Exercise instructions. Below are some entries. Copy each line that holds the string "header".

Dataset entries.
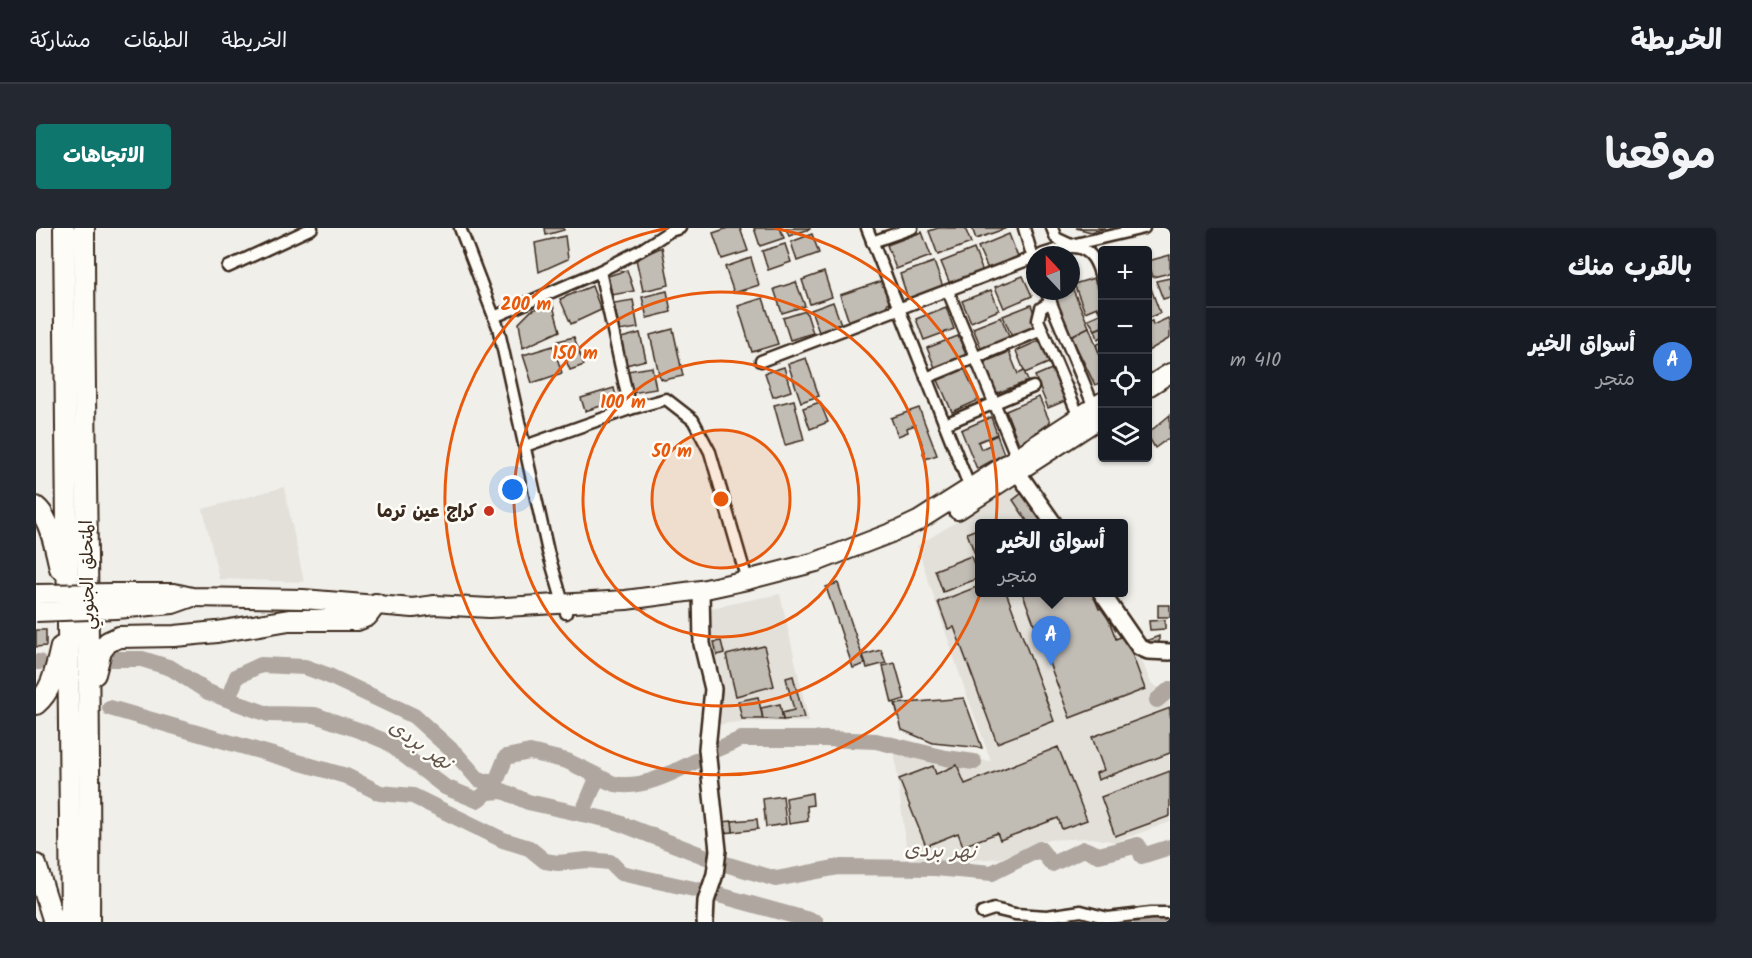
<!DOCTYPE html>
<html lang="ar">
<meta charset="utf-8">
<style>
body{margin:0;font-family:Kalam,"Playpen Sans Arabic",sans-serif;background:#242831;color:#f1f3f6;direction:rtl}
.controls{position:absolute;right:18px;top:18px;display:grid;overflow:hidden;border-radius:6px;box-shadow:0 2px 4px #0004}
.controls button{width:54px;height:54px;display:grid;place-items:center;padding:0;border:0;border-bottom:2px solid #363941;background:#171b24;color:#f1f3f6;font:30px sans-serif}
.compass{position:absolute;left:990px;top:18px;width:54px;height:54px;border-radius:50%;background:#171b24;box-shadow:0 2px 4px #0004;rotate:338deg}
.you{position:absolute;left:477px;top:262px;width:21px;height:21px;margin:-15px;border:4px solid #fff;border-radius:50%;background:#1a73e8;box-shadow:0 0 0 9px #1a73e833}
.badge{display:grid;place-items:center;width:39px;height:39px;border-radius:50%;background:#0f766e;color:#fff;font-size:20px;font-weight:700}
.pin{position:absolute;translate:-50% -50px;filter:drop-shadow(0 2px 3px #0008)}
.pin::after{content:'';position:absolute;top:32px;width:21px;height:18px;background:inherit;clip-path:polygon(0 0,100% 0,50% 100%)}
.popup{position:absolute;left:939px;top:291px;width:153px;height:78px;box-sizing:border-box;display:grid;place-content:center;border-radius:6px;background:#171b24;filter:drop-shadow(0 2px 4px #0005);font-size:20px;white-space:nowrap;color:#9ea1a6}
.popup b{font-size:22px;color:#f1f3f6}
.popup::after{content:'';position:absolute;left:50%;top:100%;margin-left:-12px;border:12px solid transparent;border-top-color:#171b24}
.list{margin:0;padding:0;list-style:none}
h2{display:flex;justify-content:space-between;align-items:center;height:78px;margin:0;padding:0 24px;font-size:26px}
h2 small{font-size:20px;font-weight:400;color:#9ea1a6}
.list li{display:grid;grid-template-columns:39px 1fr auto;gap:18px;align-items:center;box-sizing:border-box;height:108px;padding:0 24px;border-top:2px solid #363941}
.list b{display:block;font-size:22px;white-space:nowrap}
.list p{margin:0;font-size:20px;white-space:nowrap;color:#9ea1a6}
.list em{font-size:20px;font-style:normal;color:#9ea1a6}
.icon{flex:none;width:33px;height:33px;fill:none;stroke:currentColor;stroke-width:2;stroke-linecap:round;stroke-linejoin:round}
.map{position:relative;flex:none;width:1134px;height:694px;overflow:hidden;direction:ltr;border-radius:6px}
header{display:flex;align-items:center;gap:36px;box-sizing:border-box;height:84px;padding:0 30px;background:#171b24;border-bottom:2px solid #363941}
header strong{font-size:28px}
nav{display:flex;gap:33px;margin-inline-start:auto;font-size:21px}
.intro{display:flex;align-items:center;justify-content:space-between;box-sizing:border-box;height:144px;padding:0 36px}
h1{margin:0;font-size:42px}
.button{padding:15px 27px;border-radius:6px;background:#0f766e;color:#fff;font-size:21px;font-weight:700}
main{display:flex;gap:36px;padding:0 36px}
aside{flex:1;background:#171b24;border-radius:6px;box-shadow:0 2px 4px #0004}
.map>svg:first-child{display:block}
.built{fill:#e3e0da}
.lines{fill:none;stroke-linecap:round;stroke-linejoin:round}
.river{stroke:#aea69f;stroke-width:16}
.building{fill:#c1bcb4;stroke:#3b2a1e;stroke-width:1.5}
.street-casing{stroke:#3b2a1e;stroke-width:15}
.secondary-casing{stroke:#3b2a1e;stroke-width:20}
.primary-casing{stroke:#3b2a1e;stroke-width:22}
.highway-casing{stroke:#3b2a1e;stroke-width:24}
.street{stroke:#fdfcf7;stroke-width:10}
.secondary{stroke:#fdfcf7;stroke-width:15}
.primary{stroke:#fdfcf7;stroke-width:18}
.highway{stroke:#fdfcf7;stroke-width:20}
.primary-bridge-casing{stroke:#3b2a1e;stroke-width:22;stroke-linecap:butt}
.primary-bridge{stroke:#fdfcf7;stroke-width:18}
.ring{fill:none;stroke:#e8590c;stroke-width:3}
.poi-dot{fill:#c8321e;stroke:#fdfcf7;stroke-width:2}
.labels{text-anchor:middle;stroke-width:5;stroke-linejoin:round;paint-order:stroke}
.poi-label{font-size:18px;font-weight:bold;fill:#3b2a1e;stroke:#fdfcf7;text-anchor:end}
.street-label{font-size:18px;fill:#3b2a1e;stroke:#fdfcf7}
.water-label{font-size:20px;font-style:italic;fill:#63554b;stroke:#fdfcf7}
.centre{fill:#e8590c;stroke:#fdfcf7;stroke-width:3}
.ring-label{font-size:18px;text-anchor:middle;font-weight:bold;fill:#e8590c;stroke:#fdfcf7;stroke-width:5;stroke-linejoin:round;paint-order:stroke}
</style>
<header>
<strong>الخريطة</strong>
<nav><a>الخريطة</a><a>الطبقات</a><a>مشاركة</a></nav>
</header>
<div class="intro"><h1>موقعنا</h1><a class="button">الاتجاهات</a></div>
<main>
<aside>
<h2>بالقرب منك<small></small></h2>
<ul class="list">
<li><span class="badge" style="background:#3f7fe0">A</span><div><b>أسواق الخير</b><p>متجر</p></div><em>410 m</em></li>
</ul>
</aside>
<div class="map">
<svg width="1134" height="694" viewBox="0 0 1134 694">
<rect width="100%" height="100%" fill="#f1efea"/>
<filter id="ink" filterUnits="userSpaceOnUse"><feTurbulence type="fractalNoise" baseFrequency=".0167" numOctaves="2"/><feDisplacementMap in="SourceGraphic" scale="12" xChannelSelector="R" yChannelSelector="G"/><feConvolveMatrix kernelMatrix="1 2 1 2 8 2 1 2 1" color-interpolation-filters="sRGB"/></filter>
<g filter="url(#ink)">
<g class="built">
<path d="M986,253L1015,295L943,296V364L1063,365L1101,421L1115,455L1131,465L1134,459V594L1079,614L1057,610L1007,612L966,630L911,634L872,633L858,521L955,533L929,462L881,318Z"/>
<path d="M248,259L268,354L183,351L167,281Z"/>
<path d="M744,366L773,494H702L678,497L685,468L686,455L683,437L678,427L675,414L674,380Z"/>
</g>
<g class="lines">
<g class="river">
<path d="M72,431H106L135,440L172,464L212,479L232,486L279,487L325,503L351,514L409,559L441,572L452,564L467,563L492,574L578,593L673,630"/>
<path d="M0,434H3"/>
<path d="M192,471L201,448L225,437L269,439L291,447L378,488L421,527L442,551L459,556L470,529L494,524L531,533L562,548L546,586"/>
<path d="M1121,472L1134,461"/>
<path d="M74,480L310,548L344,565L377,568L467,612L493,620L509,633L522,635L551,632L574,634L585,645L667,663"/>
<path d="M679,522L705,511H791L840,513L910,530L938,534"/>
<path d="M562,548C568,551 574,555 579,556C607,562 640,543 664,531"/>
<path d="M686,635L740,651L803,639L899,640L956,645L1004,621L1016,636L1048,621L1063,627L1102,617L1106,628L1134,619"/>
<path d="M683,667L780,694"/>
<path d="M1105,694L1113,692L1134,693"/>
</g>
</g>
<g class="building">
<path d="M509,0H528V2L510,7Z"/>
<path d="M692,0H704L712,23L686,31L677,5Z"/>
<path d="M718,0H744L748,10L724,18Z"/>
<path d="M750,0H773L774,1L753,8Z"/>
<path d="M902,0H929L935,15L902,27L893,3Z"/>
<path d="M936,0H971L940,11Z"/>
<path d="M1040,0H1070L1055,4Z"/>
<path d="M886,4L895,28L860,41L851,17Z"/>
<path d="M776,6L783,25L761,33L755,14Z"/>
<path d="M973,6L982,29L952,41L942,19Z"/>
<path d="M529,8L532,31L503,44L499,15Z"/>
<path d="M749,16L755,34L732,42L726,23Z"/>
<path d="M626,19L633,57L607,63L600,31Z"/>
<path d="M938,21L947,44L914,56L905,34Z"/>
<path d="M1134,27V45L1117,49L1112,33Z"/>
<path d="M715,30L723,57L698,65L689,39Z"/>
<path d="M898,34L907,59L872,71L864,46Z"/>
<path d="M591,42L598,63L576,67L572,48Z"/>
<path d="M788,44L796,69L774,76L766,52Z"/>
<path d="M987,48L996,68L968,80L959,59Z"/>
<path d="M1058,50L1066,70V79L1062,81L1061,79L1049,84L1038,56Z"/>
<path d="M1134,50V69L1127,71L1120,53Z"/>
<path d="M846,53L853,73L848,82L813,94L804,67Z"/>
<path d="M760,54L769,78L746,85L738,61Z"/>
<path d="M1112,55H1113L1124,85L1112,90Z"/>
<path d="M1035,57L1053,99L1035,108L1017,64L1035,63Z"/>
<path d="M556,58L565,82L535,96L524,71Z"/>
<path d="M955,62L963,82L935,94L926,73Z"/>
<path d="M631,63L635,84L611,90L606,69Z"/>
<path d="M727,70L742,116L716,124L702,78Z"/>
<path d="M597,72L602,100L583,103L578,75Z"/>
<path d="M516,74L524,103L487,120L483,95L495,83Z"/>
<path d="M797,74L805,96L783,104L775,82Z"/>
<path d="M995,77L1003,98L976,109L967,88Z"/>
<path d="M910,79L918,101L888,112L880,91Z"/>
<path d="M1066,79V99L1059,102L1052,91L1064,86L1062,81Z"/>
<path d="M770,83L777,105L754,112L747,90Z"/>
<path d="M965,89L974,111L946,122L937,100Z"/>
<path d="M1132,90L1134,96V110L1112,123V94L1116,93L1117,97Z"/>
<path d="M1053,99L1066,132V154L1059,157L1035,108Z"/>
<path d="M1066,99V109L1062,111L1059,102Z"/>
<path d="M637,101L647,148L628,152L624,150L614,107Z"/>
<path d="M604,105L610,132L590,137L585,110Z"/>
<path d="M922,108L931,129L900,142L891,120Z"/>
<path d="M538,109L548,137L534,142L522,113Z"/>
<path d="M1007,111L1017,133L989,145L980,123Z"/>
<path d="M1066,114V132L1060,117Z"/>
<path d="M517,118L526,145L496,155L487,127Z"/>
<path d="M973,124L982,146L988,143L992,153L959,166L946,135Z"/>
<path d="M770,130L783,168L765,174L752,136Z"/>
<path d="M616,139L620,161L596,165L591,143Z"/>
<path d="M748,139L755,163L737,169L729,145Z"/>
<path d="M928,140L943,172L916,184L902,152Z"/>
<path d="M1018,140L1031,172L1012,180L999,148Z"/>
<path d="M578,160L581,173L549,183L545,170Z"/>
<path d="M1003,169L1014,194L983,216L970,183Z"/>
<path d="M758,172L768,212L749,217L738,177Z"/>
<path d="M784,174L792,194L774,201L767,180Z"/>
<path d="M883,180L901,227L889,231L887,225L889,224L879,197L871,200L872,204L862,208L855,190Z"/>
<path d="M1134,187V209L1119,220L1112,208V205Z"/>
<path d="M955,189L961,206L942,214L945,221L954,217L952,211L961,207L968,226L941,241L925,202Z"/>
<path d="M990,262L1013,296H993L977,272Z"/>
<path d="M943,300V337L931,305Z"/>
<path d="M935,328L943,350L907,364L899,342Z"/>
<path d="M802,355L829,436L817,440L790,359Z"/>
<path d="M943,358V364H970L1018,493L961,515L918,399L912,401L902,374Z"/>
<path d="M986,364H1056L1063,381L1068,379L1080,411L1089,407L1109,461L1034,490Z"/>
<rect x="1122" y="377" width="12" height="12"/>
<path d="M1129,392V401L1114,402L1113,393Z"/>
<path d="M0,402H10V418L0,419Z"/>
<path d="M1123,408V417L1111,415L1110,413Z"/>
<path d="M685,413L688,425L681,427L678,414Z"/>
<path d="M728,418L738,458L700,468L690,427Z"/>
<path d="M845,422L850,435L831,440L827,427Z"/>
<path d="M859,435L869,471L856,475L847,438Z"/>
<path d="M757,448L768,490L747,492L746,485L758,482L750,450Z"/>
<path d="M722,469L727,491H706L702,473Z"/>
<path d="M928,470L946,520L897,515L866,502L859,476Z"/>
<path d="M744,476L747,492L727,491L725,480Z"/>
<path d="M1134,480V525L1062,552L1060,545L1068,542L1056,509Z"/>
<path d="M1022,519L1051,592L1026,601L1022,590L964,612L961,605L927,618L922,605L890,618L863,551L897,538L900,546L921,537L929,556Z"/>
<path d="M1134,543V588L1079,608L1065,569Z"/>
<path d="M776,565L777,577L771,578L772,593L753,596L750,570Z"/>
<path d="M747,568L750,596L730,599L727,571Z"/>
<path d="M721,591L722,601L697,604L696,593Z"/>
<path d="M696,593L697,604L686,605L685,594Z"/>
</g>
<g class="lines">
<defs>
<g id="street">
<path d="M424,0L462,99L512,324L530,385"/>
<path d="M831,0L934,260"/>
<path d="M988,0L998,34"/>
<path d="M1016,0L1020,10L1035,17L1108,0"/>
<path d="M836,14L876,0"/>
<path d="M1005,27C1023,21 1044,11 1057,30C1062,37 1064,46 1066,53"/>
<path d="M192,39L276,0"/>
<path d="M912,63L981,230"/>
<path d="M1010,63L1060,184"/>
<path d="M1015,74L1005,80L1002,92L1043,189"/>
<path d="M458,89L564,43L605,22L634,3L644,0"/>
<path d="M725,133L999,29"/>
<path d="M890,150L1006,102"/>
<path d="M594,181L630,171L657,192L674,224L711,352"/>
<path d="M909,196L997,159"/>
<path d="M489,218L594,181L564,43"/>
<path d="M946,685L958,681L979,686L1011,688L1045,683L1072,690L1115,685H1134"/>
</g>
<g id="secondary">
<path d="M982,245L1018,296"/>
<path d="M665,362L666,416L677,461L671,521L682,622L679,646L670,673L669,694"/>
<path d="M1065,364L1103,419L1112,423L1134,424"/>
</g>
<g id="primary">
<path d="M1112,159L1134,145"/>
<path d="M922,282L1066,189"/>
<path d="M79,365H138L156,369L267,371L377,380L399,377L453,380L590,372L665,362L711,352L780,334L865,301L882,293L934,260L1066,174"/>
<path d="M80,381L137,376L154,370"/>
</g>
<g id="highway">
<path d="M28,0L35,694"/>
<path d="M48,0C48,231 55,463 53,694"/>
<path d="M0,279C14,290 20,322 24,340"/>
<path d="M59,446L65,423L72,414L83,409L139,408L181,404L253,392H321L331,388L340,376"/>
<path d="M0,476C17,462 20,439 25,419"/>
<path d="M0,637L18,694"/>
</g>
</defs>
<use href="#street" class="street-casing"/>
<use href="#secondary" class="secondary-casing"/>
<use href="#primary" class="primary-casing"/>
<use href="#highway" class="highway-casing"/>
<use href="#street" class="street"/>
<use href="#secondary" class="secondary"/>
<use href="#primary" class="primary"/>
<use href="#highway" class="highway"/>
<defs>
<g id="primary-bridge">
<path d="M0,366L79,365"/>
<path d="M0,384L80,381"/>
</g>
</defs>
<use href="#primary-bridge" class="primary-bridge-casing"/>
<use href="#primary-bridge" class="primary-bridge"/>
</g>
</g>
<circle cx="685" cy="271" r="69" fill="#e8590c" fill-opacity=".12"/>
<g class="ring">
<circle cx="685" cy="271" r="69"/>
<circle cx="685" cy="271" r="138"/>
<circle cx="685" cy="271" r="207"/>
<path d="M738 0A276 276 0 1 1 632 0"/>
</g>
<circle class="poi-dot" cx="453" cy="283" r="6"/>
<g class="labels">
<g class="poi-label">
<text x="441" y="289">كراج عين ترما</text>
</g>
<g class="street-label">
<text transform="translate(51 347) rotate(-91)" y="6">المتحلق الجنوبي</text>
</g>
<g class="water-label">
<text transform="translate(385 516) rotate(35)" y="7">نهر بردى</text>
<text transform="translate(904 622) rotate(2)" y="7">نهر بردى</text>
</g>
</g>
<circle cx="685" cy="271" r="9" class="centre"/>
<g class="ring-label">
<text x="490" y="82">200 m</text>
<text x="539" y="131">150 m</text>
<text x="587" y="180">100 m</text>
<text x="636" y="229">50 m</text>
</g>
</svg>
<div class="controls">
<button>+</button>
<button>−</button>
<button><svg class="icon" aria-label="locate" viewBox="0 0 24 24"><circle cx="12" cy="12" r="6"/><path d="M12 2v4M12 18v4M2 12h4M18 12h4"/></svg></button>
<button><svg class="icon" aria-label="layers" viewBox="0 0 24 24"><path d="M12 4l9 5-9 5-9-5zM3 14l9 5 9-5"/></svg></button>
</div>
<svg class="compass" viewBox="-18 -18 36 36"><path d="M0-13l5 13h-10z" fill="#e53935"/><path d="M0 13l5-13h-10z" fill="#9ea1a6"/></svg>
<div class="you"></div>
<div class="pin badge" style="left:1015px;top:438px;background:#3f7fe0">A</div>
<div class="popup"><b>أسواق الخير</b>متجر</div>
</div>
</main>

Written answer.
header{display:flex;align-items:center;gap:36px;box-sizing:border-box;height:84px;padding:0 30px;background:#171b24;border-bottom:2px solid #363941}
header strong{font-size:28px}
<header>
</header>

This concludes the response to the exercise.